Following a quick warm-up game we introduced the participants to the project and Rock Against Racism movement. With printed materials, video footage and a space for thought and response, the session was a platform for everyone to have their say. We found that the Rock Against Racism subject matter really resonated. There was also a music session led by Rennell Shaw, which saw participants develop their responses into rebellion songs, and a costume session devised in collaboration with Florence Scott. The costume session was very successful, re-engaging the attention of less able participants and providing a platform for visual exploration of responses. Inspired by Rock Against Racism’s DIY Punk Culture costumes took the form of customised T-shirts. We set up the table with RAR images, protest slogans, paints, pencils, pens, sponges, rollers and brushes and encouraged participants to draw and paint ideas and designs for their T-shirts directly on to sheets laid out on the table.

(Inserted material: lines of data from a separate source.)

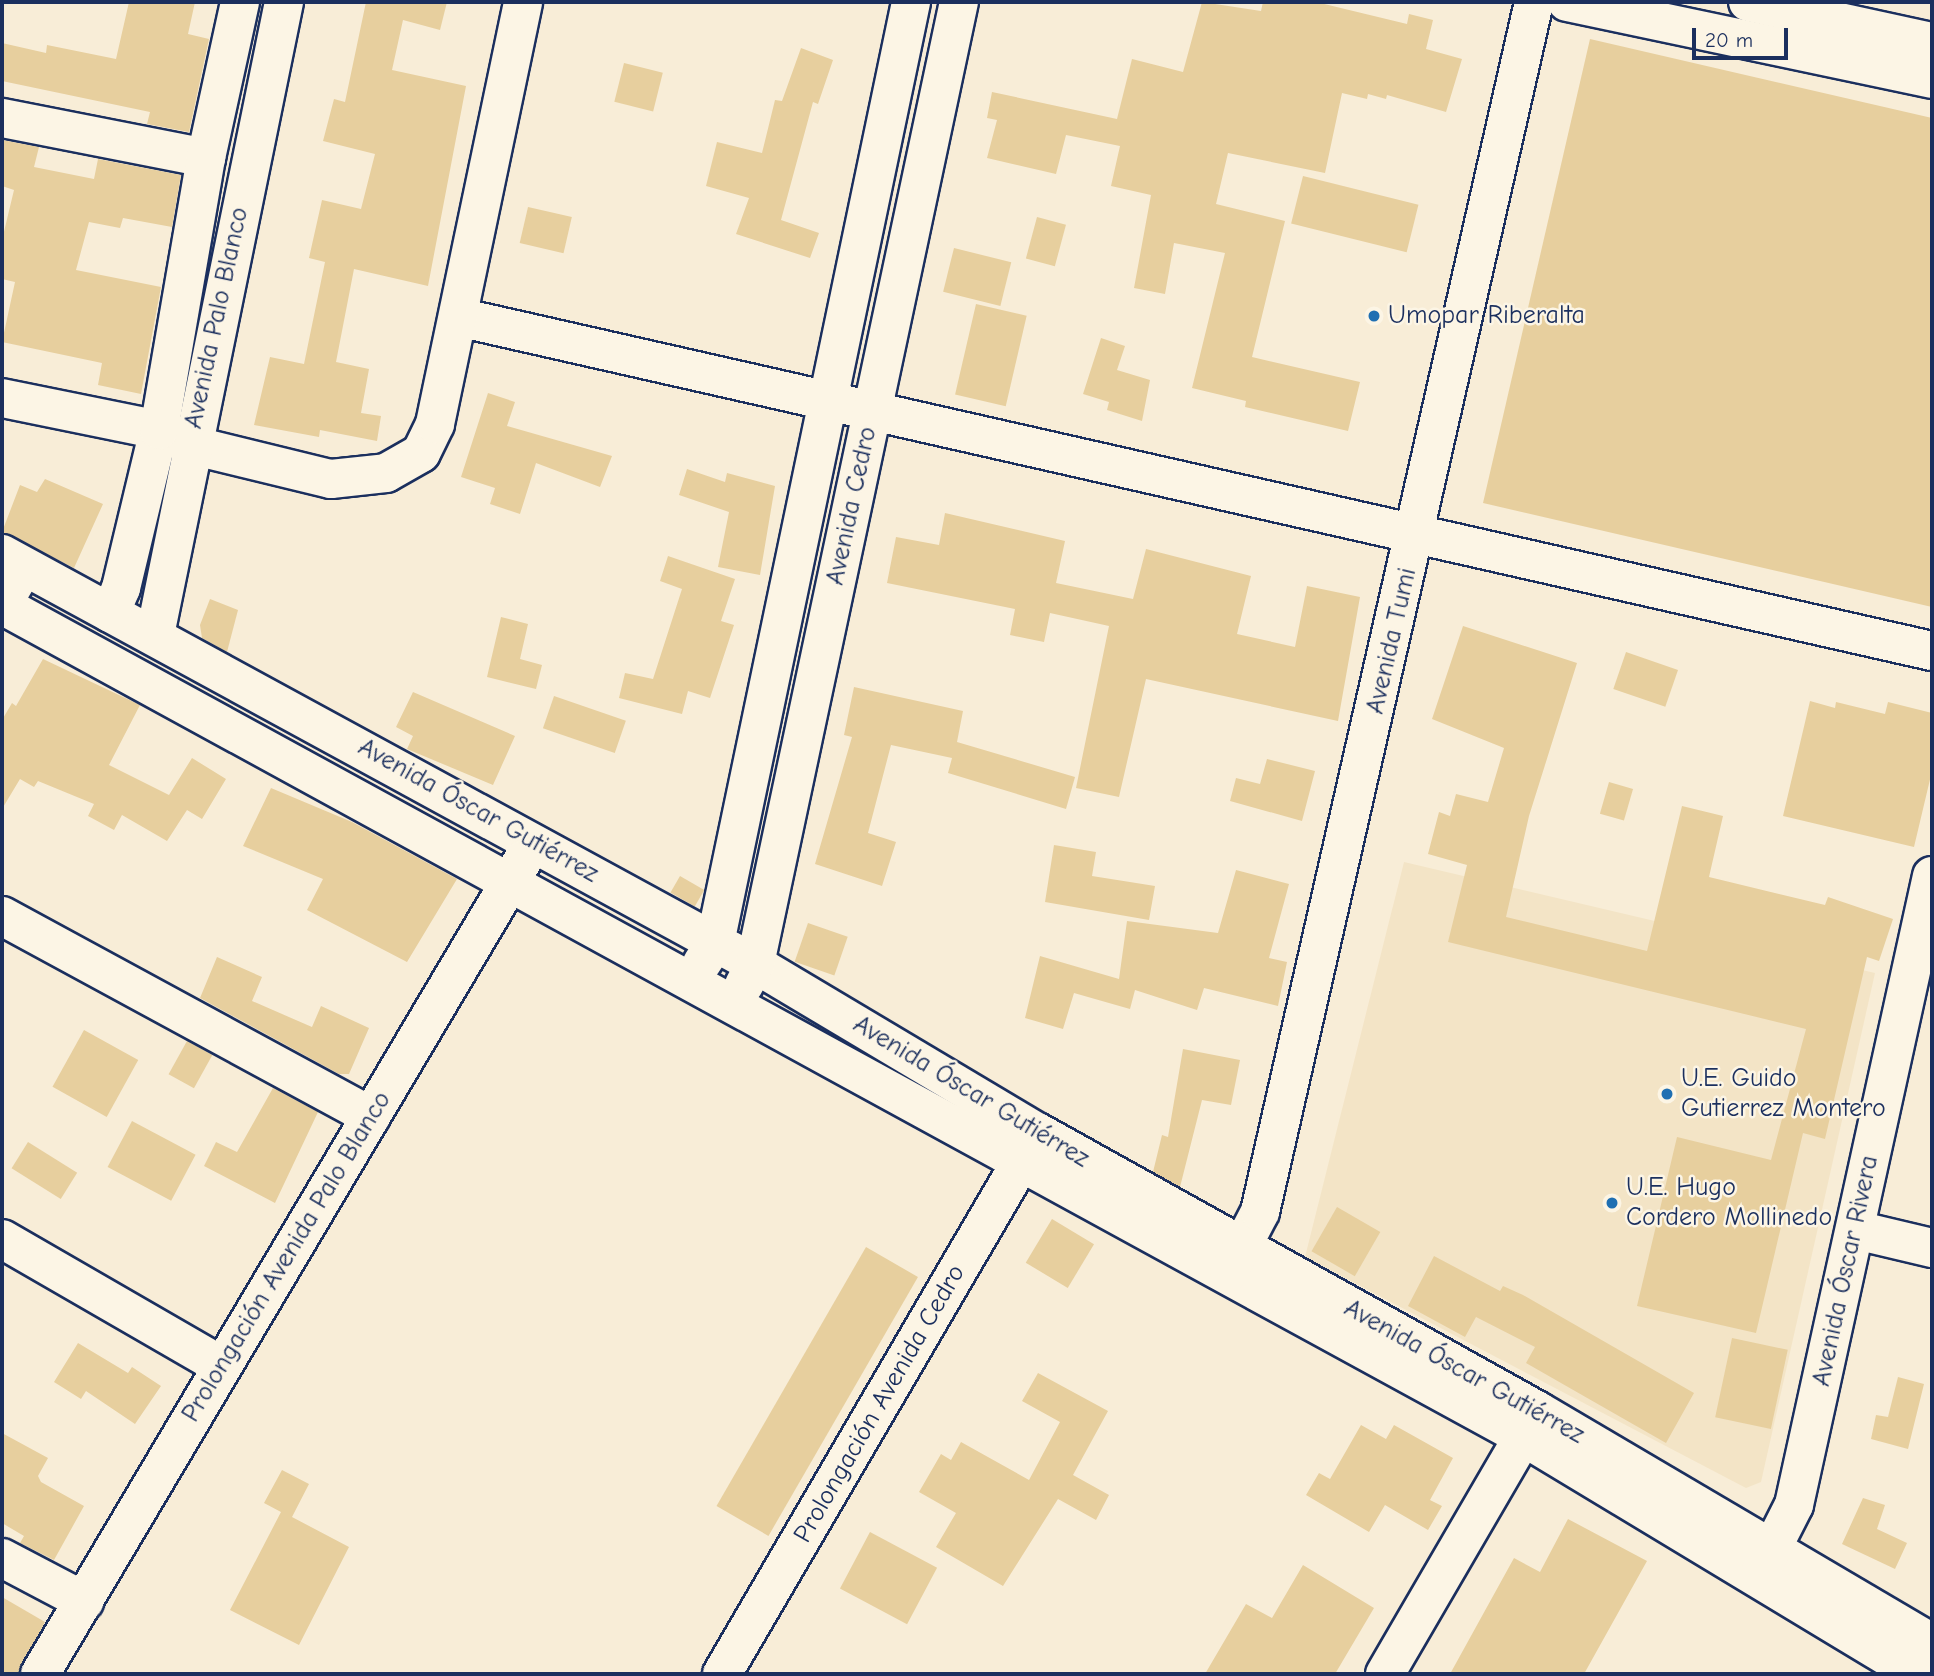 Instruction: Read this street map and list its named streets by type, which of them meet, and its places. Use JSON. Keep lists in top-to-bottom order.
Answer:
{
  "streets": {
    "street": [
      "Avenida Palo Blanco",
      "Avenida Cedro",
      "Avenida Tumi",
      "Avenida Óscar Gutiérrez",
      "Prolongación Avenida Palo Blanco",
      "Avenida Óscar Rivera",
      "Prolongación Avenida Cedro"
    ]
  },
  "crossings": [
    ["Avenida Palo Blanco", "Avenida Óscar Gutiérrez"],
    ["Avenida Cedro", "Avenida Óscar Gutiérrez"],
    ["Avenida Tumi", "Avenida Óscar Gutiérrez"],
    ["Avenida Óscar Gutiérrez", "Prolongación Avenida Palo Blanco"],
    ["Avenida Óscar Gutiérrez", "Avenida Óscar Rivera"],
    ["Avenida Óscar Gutiérrez", "Prolongación Avenida Cedro"]
  ],
  "places": ["Umopar Riberalta", "U.E. Guido Gutierrez Montero", "U.E. Hugo Cordero Mollinedo"],
  "scale_bar": "20 m"
} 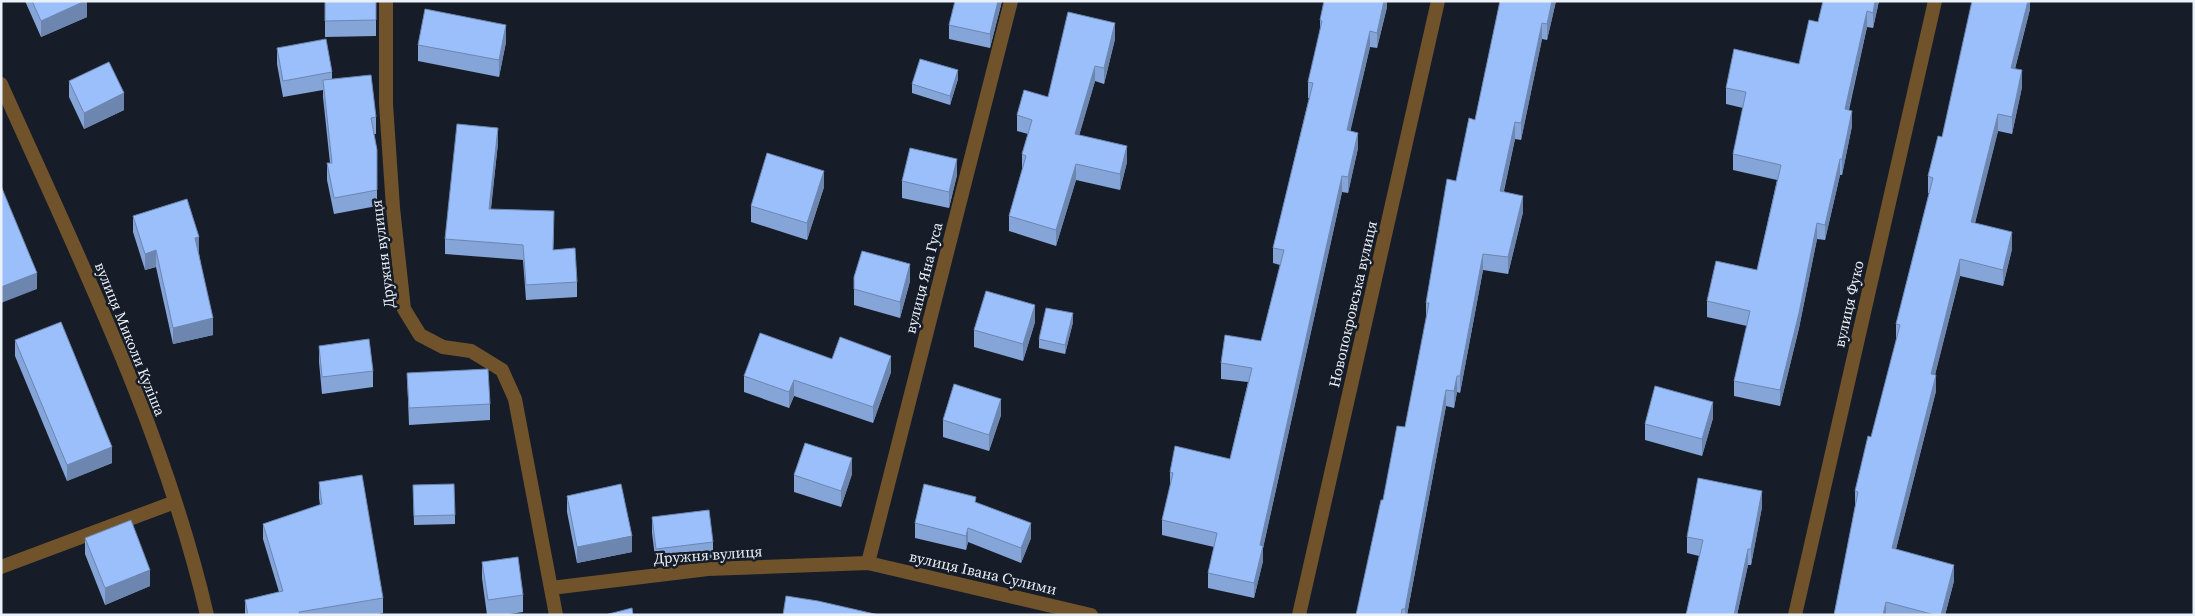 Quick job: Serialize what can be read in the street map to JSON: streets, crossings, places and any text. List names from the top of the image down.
{
  "streets": {
    "street": [
      "Дружня вулиця",
      "вулиця Яна Гуса",
      "Новопокровська вулиця",
      "вулиця Фуко",
      "вулиця Миколи Куліша",
      "вулиця Івана Сулими"
    ]
  },
  "crossings": [
    ["Дружня вулиця", "вулиця Яна Гуса"],
    ["Дружня вулиця", "вулиця Івана Сулими"],
    ["вулиця Яна Гуса", "вулиця Івана Сулими"]
  ]
}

How did these workshops help shape the final outcomes?

During the workshop the participants devised a flash-mob to perform in the Palm Court. Led by Haringey Shed’s Artistic Director Eddie Latter, this intervention consisted of choreography based on 70s dance moves, punk and reggae movement mixed with protest style performance and strong slogans, which had been developed during the day.

The People’s Carnival took place before a gig at the Palace. How did people respond to the Carnival?

The performance consisted of three Flash Mob style interventions staged throughout the evening. Reactions spanned amusement, annoyance, awkwardness and curiosity but overall enjoyment! The performance achieved the intentions of catching people off guard, making them question what was happening while also setting the ethos of the Rock Against Racism movement within today’s context, re-enacting an integral part of Alexandra Palace’s diverse and less known performance history.

After we’d shared the project on social media both Alexandra Palace and Haringey Shed were contacted by people who attended the Rock Against Racism gigs or were involved in the movement and wanted to find out more, suggesting that a wider demographic of people are now aware of this integral element of Alexandra Palace’s history.

How can the curation of events like these work to unite people?

An event like this has the potential to break down existing social barriers today. Bringing different communities together was central to our aspirations behind the project and will have enriched Alexandra Palace’s diversity profile in the local community. Alexandra Palace is planning to focus on its affiliation with Rock Against Racism while Haringey Shed is keen to build its relationship with both the Palace and Central Saint Martins. We also hope the concert goers are more aware of the Palace’s heritage and connected to its local community.